Seul le prononcé fait foi

Je vous remercie, Monsieur l’Ambassadeur Curia, de nous avoir fait l’honneur de venir de Buenos Aires pour animer ces rencontres en qualité de modérateur principal.

Je souhaite également remercier chaleureusement mon homologue britannique, Jeremy Wright, pour sa présence parmi nous.

Mesdames et Messieurs, la France est très heureuse de vous avoir accueillis pour ses rencontres internationales consacrées à la lutte contre la corruption, et je vous remercie de votre participation et de votre présence.

Je remercie vivement nos partenaires dans le cadre de ces rencontres : l’OCDE, la Banque mondiale et les autorités Britanniques, pour leur soutien et la qualité de nos échanges.
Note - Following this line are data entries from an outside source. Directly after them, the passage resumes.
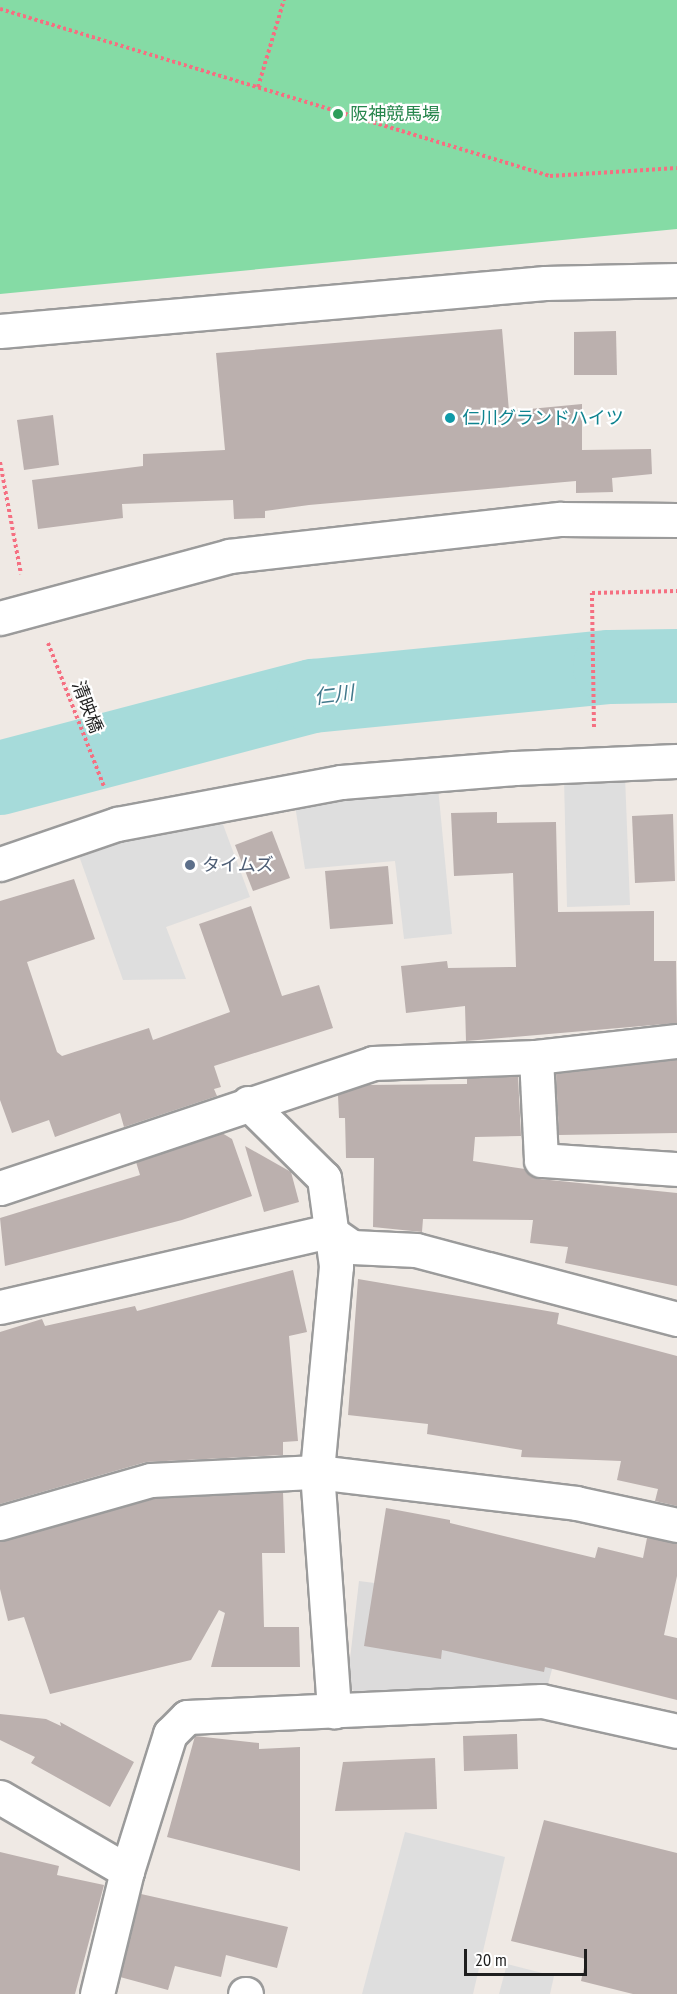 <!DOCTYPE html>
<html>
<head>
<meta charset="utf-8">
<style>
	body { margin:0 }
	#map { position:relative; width:677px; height:1994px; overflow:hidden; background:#efe9e4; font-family:"PT Sans Narrow","Noto Sans JP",sans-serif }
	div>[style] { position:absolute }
	.residential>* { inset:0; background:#dcdbdb }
	.pitch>* { inset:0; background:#85dba5 }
	.parking>* { inset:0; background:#dedede }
	.river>* { height:74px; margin:-37px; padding:0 37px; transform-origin:37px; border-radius:37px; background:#a6dbda }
	.building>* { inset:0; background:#bbb0ae }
	.path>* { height:4px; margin-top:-2px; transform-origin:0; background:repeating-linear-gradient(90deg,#f56f81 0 3px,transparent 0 6px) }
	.roads { filter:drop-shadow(2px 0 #9b9b9b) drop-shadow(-2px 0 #9b9b9b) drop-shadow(0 2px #9b9b9b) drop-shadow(0 -2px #9b9b9b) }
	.minor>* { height:33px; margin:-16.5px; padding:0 16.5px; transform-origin:16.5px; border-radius:16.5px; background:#fff }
	.dots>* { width:16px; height:16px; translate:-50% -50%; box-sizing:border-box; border:3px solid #fff; border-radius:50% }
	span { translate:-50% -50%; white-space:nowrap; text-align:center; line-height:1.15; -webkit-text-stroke:4.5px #fff; paint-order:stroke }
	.leisure-label { font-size:18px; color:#27864d }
	.left { translate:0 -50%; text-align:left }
	.culture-label { font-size:18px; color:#0d838f }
	.street-label { font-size:18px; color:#1e1e1e }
	.service-label { font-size:18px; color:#4e5e75 }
	.water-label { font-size:20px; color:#41788b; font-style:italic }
	.scale { position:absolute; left:464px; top:1949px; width:123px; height:27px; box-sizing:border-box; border:3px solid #1e1e1e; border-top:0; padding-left:8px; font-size:18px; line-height:21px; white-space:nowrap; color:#1e1e1e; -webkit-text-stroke:4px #fff; paint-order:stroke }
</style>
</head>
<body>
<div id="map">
	<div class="residential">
		<i style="clip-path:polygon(359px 1581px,569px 1608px,548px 1684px,542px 1689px,453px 1692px,354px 1691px,347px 1685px)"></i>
	</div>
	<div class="pitch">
		<i style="clip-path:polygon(0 0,677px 0,677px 229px,0 294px)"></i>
	</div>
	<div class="parking">
		<i style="clip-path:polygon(625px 776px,630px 905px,567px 907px,564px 778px)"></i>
		<i style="clip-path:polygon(438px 787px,452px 934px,404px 939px,395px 861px,305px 869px,294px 799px)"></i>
		<i style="clip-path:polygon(218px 811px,250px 897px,166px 927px,186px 979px,123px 980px,78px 853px)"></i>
		<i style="clip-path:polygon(405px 1832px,505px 1857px,473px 1994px,362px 1994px)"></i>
		<i style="clip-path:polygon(507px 1964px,554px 1976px,550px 1994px,499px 1994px)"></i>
	</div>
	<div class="river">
		<i style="left:0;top:778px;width:324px;rotate:-14.7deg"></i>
		<i style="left:313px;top:696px;width:298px;rotate:-5.6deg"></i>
		<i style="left:610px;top:667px;width:67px;rotate:-0.9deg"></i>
	</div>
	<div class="building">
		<i style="clip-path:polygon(502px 329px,509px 411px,582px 404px,582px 450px,651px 449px,652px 474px,612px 478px,613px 492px,576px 493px,576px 481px,309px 505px,265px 511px,265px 518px,234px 519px,233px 500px,122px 504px,123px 518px,38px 529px,32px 480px,143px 466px,143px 454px,225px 450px,216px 353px)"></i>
		<i style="clip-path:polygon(616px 331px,617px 375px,574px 375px,574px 332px)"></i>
		<i style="clip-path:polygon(53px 415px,59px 465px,24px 470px,17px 420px)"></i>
		<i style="clip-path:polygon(497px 812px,497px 823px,556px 822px,558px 912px,654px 911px,654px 961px,676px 961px,677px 1023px,466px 1041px,465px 1006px,406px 1013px,401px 966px,447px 961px,448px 968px,516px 967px,513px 873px,454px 876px,451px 813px)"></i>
		<i style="clip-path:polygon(673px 814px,675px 881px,635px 883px,632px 816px)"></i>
		<i style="clip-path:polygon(272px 831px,290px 878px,253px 891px,235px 845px)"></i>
		<i style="clip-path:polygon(388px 866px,393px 924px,330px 929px,325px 871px)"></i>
		<i style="clip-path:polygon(74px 879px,95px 939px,27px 962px,57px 1052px,62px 1056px,149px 1028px,153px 1040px,230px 1012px,199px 924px,251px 906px,282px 996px,319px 985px,333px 1028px,214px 1066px,221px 1087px,214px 1089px,217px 1096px,124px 1127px,120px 1113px,55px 1137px,49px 1120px,12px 1133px,0 1100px,0 901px)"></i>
		<i style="clip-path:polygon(677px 1060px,677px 1133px,559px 1135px,556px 1074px)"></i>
		<i style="clip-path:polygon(518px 1076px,521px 1136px,475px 1137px,473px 1161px,525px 1169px,540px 1179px,677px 1193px,677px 1286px,565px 1263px,568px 1247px,530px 1243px,533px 1220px,423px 1219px,422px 1232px,373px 1227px,374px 1158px,346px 1158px,345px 1118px,339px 1118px,338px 1095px,365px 1085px,467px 1084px,467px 1078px)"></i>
		<i style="clip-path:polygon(222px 1133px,232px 1139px,252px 1196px,182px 1220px,5px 1266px,0 1218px,140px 1175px,136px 1162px)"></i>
		<i style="clip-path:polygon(245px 1146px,291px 1172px,299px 1202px,264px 1212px)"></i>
		<i style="clip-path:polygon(293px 1270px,307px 1332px,289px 1336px,298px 1441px,283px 1442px,283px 1455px,146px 1462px,0 1504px,0 1332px,42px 1319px,45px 1326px,135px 1306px,137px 1311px)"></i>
		<i style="clip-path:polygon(358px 1279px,559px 1313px,557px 1324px,677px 1356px,677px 1506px,655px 1501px,658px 1489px,617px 1480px,621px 1461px,521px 1457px,522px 1450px,427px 1434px,428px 1424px,348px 1415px)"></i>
		<i style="clip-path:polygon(283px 1492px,285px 1553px,262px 1553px,264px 1627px,299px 1627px,300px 1667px,211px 1667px,225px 1613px,219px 1610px,191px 1660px,50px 1694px,24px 1617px,8px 1621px,0 1589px,0 1541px,154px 1499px)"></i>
		<i style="clip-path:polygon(386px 1508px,450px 1520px,450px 1523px,595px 1558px,598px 1547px,643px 1558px,647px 1538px,677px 1543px,677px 1576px,664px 1635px,677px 1638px,677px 1700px,545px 1667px,544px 1672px,442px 1650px,441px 1659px,364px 1646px)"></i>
		<i style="clip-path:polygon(0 1714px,46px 1719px,61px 1726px,60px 1722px,134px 1762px,110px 1807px,31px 1763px,35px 1757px,0 1740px)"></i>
		<i style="clip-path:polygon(517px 1734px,518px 1769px,464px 1771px,463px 1736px)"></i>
		<i style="clip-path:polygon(195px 1736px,259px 1743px,259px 1749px,300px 1747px,300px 1871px,167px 1837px)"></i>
		<i style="clip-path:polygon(435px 1758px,437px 1809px,335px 1811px,343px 1762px)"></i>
		<i style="clip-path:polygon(544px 1820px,677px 1853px,677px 1994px,633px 1994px,581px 1981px,586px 1959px,511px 1941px)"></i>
		<i style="clip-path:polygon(0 1852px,59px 1866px,57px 1875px,104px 1885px,75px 1994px,0 1994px)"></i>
		<i style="clip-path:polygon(141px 1894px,288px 1927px,277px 1968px,226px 1955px,221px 1977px,175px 1966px,168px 1990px,120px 1977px)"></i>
	</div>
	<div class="path">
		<i style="left:0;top:9px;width:575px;rotate:16.89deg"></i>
		<i style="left:550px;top:176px;width:127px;rotate:-3.6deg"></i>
		<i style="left:258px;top:87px;width:91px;rotate:-73.4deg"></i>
		<i style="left:0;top:462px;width:114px;rotate:79.4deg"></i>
		<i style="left:48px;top:643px;width:155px;rotate:68.7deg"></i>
		<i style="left:594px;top:727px;width:134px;rotate:-90.9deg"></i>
		<i style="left:592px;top:593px;width:85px;rotate:-1.3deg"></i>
	</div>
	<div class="roads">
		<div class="minor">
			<i style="left:0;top:331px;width:547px;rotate:-5.03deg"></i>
			<i style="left:545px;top:283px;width:132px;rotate:-1.3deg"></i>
			<i style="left:0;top:618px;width:237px;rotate:-15.1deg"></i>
			<i style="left:229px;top:556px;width:334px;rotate:-6.4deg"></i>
			<i style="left:561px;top:519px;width:116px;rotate:0.5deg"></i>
			<i style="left:0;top:864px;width:124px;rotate:-18.9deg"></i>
			<i style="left:117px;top:824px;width:228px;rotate:-10.6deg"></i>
			<i style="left:341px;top:782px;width:174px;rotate:-4.6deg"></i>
			<i style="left:514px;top:768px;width:163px;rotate:-2.5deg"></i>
			<i style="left:536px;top:1057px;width:103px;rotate:87.2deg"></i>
			<i style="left:541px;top:1160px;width:136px;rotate:3.8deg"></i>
			<i style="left:248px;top:1103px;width:107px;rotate:44.6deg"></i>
			<i style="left:324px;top:1178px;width:89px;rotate:82.2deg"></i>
			<i style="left:336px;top:1266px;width:207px;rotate:95.3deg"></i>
			<i style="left:317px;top:1472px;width:240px;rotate:85.9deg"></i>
			<i style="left:0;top:1188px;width:393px;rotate:-18.5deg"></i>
			<i style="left:373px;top:1063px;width:163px;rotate:-2.1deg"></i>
			<i style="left:536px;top:1057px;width:142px;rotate:-6.5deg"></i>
			<i style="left:0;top:1307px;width:338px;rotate:-13deg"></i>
			<i style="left:329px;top:1231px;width:28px;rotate:35deg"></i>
			<i style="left:352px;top:1247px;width:64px;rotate:2.7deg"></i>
			<i style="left:416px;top:1250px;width:270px;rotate:14.8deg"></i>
			<i style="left:0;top:1523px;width:157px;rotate:-15.9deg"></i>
			<i style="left:151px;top:1480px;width:166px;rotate:-2.8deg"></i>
			<i style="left:317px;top:1472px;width:261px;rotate:6.8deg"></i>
			<i style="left:576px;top:1503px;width:103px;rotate:12.3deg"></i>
			<i style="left:0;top:1797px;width:147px;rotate:30.2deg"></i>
			<i style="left:97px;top:1994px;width:127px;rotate:-76.3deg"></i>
			<i style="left:127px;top:1871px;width:144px;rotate:-72.6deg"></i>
			<i style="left:170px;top:1734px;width:24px;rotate:-45deg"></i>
			<i style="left:187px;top:1717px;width:355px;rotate:-2.6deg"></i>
			<i style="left:542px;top:1701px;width:138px;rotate:12.5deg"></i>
			<i style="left:245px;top:1994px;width:1px"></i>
		</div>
	</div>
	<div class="dots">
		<i style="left:338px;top:114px;background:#2e9e5b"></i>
		<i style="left:450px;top:418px;background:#0f9aa8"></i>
		<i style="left:190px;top:865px;background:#5c6f8a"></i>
	</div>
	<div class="leisure-label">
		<span class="left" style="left:350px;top:114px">阪神競馬場</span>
	</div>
	<div class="culture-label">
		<span class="left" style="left:462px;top:418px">仁川グランドハイツ</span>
	</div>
	<div class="street-label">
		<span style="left:87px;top:707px;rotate:69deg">清映橋</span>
	</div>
	<div class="service-label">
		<span class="left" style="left:202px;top:865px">タイムズ</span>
	</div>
	<div class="water-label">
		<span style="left:334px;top:695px;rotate:-7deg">仁川</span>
	</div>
	<div class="scale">20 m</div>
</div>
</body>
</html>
Sans vous, ces rencontres n’auraient pas pu avoir lieu.

Je salue enfin la qualité des modérateurs et des intervenants des différentes tables rondes.

Grâce à vous, des débats riches et audacieux sur ces enjeux et ces bonnes pratiques ont été menés !

Ce ne fut pas en effet, un symposium théorique même si le sujet en offrait la matière car en français, il existe dans le domaine de la corruption, plusieurs notions voisines ou complémentaires issues du droit, ou du langage quotidien : concussion, trafic d’influence, prévarication, pots de vins…

Chacune est précieuse pour définir le périmètre mais tel n’était pas l’objet de ce rendez-vous.

Notre ambition première était plus concrète et à dire vrai plus prometteuse : construire et proposer un cadre d’échange à visée opérationnelle.

Que les résultats viendraient des relations humaines entre les praticiens, de la coopération professionnelle sur des dossiers communs.

Et sur ce plan, le pari est réussi, puisque vous avez été près de 200 participants, représentant près de 60 pays, en provenance des 5 continents.

Je veux donc saluer en particulier M. Robert Gelli, directeur des Affaires criminelles et des grâces, et son équipe. Il est à l’origine de ces rencontres, car c’est lui qui a su convaincre, au sein du ministère de la Justice, de la pertinence de ce format. Il a défendu l’idée que ces rencontres internationales entre praticiens présentaient une réelle valeur ajoutée, et je crois qu’au terme de ces trois journées, la démonstration en est faite.

Ce succès illustre combien le défi est mondial. Et qu’il le fut de tous temps. Car il faut bien constater que la corruption est inhérente à la nature humaine. Aucune époque n’a été exempte de cette tare.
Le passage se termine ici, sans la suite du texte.